I tried to define the IP of the 'Testbed' as 'INADDR_ANY' (0.0.0.0) and, at the same time, defined the variable 'testbed' as 'TestbedProxy('server_ip', 8768)'.

When I tried to access the remote camera with 'cam = testbed.science_camera', I received an error message: 'AttributeError: Something went wrong while creating shared memory.'

Is this expected behavior?

Cheers,

Arnaud

ehpor commented 7 months ago

So, the testbed proxy has to be on the same computer as the testbed server and the service itself.

I'm not sure if by "remote access" you mean accessing the camera from a separate computer or not?

a-sevin commented 7 months ago

Yes, I hoped to separate the bench and its services from the client (testbedproxy).

It seemed possible since a testbedproxy requires an IP address upon creation.

It could be a very nice feature, as every user wants to have their own environment, including their preferred operating system, libraries, and custom tools. However, this would require a lot of work.

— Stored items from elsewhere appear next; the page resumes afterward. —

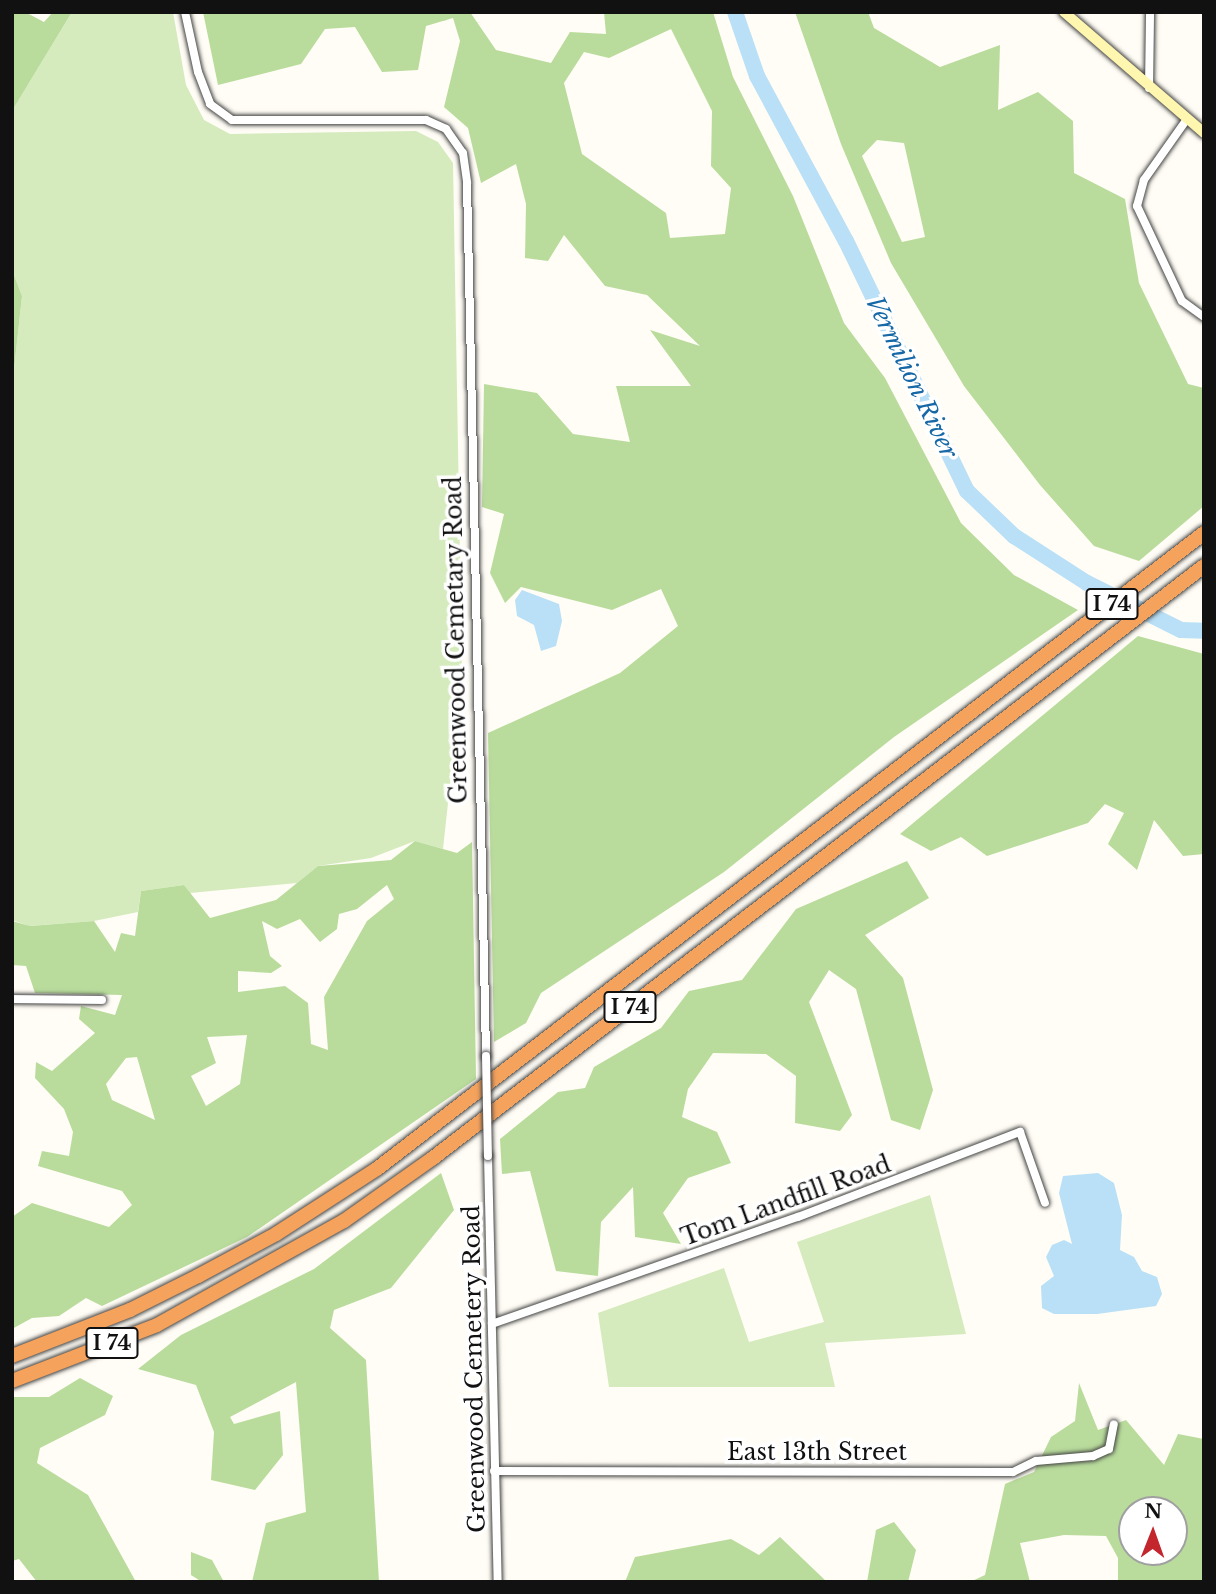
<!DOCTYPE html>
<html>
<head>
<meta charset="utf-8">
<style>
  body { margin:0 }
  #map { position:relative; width:1216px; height:1594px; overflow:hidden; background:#fffdf5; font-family:"Libre Baskerville",serif }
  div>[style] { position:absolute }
  .green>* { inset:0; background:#d5ebbd }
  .forest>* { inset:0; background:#b9dc9c }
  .water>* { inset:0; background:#b9e0f7 }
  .river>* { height:16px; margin:-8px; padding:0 8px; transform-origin:8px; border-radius:8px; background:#b9e0f7 }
  .roads { filter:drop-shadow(0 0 2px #444) drop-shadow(0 0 2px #444) }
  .street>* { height:8px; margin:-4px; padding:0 4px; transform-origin:4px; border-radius:4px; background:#fff }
  .secondary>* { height:10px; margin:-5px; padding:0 5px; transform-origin:5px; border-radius:5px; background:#fff6b0 }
  .highway>* { height:14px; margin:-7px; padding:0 7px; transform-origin:7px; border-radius:7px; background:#f5a25d }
  .bridges { filter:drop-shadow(0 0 2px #444) drop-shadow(0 0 2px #444) }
  .street-bridge>* { height:8px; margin:-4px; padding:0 4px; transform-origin:4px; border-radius:4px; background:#fff }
  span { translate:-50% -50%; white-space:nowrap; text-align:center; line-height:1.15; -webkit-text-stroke:7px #fff; paint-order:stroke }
  .shield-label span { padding:2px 5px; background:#fff; border:2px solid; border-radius:5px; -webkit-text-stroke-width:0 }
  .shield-label { font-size:21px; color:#111; font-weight:700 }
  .street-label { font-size:23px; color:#111 }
  .water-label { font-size:24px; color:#1768a6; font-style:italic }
  .frame { position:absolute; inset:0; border:14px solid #111; pointer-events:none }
  .north { position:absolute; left:1118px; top:1496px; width:70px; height:70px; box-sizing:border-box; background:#fff; border:2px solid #a0a0a0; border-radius:50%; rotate:1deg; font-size:19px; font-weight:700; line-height:28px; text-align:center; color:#111 }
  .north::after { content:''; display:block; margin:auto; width:24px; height:32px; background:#c4262e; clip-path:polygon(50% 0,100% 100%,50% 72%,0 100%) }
</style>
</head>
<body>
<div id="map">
  <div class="green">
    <i style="clip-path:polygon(72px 12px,173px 12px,186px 85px,204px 120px,230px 134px,416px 131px,438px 142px,453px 163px,462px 674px,443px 849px,415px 841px,371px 858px,318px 866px,297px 883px,190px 893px,184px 885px,141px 891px,138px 912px,94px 921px,29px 926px,12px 920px,12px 388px,22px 296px,12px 270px,12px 111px)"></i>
    <i style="clip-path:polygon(930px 1195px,966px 1334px,825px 1343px,835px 1387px,609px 1387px,598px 1313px,724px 1268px,749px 1342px,824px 1322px,797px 1242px)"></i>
  </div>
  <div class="forest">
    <i style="clip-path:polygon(12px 12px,25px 12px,44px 22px,53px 12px,72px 12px,12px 111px)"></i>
    <i style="clip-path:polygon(evenodd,203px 12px,470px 12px,496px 50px,551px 63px,570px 32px,606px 34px,604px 12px,713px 12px,733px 77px,793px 196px,844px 323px,885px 378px,961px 523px,1014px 575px,1078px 610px,894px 737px,724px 872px,541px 993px,526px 1023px,494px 1042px,488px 733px,620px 673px,678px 626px,661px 589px,612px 610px,521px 587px,505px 603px,490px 573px,504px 514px,482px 507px,484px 384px,537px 393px,573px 434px,630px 442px,616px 386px,691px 386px,650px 330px,700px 346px,647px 295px,605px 286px,564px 235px,548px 261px,525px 258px,526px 204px,516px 164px,481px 183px,468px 128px,444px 107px,460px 41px,453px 18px,426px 26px,418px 70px,382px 72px,355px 27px,325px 29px,301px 64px,218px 85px,203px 12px,671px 29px,712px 111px,711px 166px,731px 188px,725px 234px,670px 238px,666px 213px,582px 154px,564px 83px,584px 52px,609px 58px,671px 29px)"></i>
    <i style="clip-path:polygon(evenodd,795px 12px,868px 12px,874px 28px,940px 67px,1000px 45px,998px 110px,1038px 92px,1073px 121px,1074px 173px,1125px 199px,1139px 283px,1188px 384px,1204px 388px,1204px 506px,1139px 561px,1094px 546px,1040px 485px,964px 386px,891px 263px,841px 144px,795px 12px,877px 140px,904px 143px,925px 237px,902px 242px,862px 156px,877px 140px)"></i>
    <i style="clip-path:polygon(12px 270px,22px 296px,12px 388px)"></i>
    <i style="clip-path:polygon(1138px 636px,1204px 654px,1204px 854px,1183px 856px,1154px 820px,1137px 870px,1108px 844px,1124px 813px,1105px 804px,1088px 823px,987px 856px,961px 837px,931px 851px,900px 834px)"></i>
    <i style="clip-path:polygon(evenodd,415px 841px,457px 853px,472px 842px,476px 1079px,247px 1237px,102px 1306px,86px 1298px,59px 1316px,32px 1318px,12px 1329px,12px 1217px,32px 1203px,109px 1227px,132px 1205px,122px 1191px,38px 1166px,42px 1151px,69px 1156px,73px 1132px,64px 1109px,35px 1078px,36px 1062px,52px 1071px,95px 1033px,79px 1019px,81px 1006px,115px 1015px,122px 995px,35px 993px,26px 966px,12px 965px,12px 921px,30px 926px,94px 921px,115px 952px,121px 933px,135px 936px,141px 891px,184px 885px,210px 918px,276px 900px,318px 866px,391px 860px,415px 841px,387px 885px,394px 899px,367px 921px,324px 997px,328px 1050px,311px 1044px,308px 1003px,285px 986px,238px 992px,238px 971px,271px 973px,282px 966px,270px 956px,262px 921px,277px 929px,300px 919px,320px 942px,337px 929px,339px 914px,357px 909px,387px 885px,415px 841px,247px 1035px,240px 1084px,206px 1106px,191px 1076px,216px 1063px,207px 1037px,247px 1035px,415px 841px,137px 1057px,155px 1120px,112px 1100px,106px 1084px,126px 1058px,137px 1057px)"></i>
    <i style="clip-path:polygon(907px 861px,929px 898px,865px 935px,903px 978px,933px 1090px,920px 1130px,891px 1120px,856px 989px,829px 970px,809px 1002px,852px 1115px,840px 1131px,795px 1123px,796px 1076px,766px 1054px,713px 1053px,688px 1089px,682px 1117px,717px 1132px,731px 1163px,688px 1178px,663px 1213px,681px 1244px,635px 1237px,633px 1187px,601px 1222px,598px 1276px,556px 1271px,530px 1171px,502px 1174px,500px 1139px,558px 1092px,585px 1088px,594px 1067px,661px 1028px,689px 991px,742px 980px,796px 909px)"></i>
    <i style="clip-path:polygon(441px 1173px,454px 1210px,391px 1288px,334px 1310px,330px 1328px,366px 1360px,379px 1582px,252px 1582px,266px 1523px,306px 1512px,296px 1382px,230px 1417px,234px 1424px,280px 1411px,283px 1455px,255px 1490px,211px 1480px,214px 1432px,196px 1385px,138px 1369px,181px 1335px,314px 1269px)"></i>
    <i style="clip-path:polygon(80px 1378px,113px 1396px,105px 1415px,40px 1448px,37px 1463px,88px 1495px,136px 1582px,37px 1582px,19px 1559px,12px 1561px,12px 1397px,49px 1397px)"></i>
    <i style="clip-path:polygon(evenodd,1079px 1383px,1098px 1430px,1126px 1420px,1164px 1465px,1178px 1434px,1204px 1439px,1204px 1582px,1118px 1582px,1118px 1558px,1106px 1536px,1064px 1535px,1020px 1543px,1030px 1582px,970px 1582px,985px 1575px,1005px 1484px,1034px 1472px,1051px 1437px,1075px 1421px,1079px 1383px,1132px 1510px,1174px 1510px,1174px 1552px,1132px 1552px,1132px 1510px)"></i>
    <i style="clip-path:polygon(894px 1522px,916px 1550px,908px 1582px,867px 1582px,876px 1530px)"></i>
    <i style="clip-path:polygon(780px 1537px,827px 1582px,625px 1582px,635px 1557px,731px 1539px,759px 1555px)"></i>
    <i style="clip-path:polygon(191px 1552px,212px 1560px,224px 1582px,202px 1582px,191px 1575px)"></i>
  </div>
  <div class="water">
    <i style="clip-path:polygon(522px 590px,559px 604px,562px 621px,556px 646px,541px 651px,534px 625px,517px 616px,515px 600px)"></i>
    <i style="clip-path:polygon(1098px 1173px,1114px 1183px,1122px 1215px,1120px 1250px,1134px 1257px,1142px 1271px,1157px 1277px,1162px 1294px,1156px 1306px,1097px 1314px,1054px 1314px,1042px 1308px,1041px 1286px,1054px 1276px,1046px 1257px,1052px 1245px,1064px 1240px,1072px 1244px,1059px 1193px,1063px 1176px)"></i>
  </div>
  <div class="river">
    <i style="left:735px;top:12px;width:68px;rotate:71deg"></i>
    <i style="left:757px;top:76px;width:187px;rotate:61.7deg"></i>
    <i style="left:846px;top:241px;width:278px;rotate:64.2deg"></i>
    <i style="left:967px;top:491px;width:65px;rotate:43.8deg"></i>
    <i style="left:1014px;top:536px;width:87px;rotate:32.8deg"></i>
    <i style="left:1087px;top:583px;width:105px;rotate:26.6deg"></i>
    <i style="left:1181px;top:630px;width:23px;rotate:2deg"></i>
  </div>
  <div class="roads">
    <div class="street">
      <i style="left:185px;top:12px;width:61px;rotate:77.8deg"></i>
      <i style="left:198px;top:72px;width:34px;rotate:69deg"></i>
      <i style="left:210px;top:104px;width:27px;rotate:36deg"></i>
      <i style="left:232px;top:120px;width:194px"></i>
      <i style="left:426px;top:120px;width:22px;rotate:24deg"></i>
      <i style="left:446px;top:129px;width:29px;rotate:55deg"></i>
      <i style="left:463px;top:153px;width:30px;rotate:82deg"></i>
      <i style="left:467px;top:183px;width:873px;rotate:88.75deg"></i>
      <i style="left:1149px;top:88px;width:76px;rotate:-89.2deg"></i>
      <i style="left:1187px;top:119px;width:75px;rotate:125.2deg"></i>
      <i style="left:1144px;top:180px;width:27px;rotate:105deg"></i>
      <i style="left:1137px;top:206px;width:105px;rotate:64.7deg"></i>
      <i style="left:1182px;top:301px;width:27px;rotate:36deg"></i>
      <i style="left:12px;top:999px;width:90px;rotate:0.6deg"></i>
      <i style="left:488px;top:1156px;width:426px;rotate:88.7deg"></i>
      <i style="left:492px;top:1324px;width:324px;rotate:-19.3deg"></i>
      <i style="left:798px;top:1217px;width:238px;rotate:-21deg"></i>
      <i style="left:1020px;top:1132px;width:75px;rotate:70.6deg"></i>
      <i style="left:494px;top:1471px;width:519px;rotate:0.11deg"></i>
      <i style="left:1013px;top:1472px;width:25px;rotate:-26deg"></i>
      <i style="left:1036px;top:1461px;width:57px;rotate:-5deg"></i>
      <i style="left:1093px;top:1456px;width:17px;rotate:-24deg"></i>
      <i style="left:1109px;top:1449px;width:25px;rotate:-79deg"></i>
    </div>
    <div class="secondary">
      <i style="left:1064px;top:12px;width:185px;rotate:40.8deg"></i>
    </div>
    <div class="highway">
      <i style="left:12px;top:1356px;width:127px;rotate:-21.3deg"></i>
      <i style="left:130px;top:1310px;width:76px;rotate:-26.6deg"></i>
      <i style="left:198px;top:1276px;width:89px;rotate:-28.3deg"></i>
      <i style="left:276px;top:1234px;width:121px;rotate:-32.9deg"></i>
      <i style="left:378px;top:1168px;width:1042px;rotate:-37.55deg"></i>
      <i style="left:12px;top:1381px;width:155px;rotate:-21.1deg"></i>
      <i style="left:157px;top:1325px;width:214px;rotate:-29.1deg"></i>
      <i style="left:344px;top:1221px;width:109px;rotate:-35.3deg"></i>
      <i style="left:433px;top:1158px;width:972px;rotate:-37.52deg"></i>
    </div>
  </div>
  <div class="bridges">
    <div class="street-bridge">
      <i style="left:486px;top:1056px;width:100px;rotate:88.9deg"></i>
    </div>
  </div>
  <div class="shield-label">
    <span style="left:1112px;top:604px">I 74</span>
    <span style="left:630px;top:1007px">I 74</span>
    <span style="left:112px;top:1343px">I 74</span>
  </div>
  <div class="street-label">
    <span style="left:456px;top:640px;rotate:-91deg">Greenwood Cemetary Road</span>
    <span style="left:786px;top:1201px;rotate:-20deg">Tom Landfill Road</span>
    <span style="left:474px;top:1369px;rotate:-91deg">Greenwood Cemetery Road</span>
    <span style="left:817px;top:1452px">East 13th Street</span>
  </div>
  <div class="water-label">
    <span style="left:912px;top:377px;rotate:64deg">Vermilion River</span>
  </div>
  <div class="frame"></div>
  <div class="north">N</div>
</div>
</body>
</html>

ehpor commented 7 months ago

Yes, but this would require all shared memory communication to be emulated over TCP or similar. Which is a huge undertaking. Also, fast access to datastreams would not be fast anymore.

We've thought about having a TunneledService which does exactly that. This was when we had a hardware device (our IrisAO DM) that potentially wouldn't work on a newer version of Windows. Our backup plan was to have two testbed servers running, one on computer A with all other services and one on computer B with the IrisAO. We'd have a tunneled service client that mimics the IrisAO on computer A, that communicates to the tunneled service server on computer B that in turn communicates with the IrisAO service. The only concern would be latency. It turned out that the IrisAO worked fine on the new operating system, so we never started any implementation for this. Also, this would be on a service-by-service basis. We never considered a testbed-server-wide implementation.

Now that I'm thinking about it, you could have a single tunneled server service on the server-side and many tunneled client services on the client-side. As long as they're written well (ie. threaded), the communication should be as seamless as a single server per service would be. I'm not an expert in interconnects, so I have no sense of expected latency / throughput here. I see some minor but solvable complications with how config is managed, but that'd fine.

I'm not sure if all of this makes sense.

a-sevin commented 7 months ago

I think it's important to mature it a bit before to doing anything...

Have you heard of RPyC (https://rpyc.readthedocs.io/en/latest/index.html)? It's a great solution for manipulating remote Python objects, which I think works better than Pyro.

Although I'm not entirely sure about the overall architecture, I believe it has a lot of potential. I'll definitely keep it in mind for future works.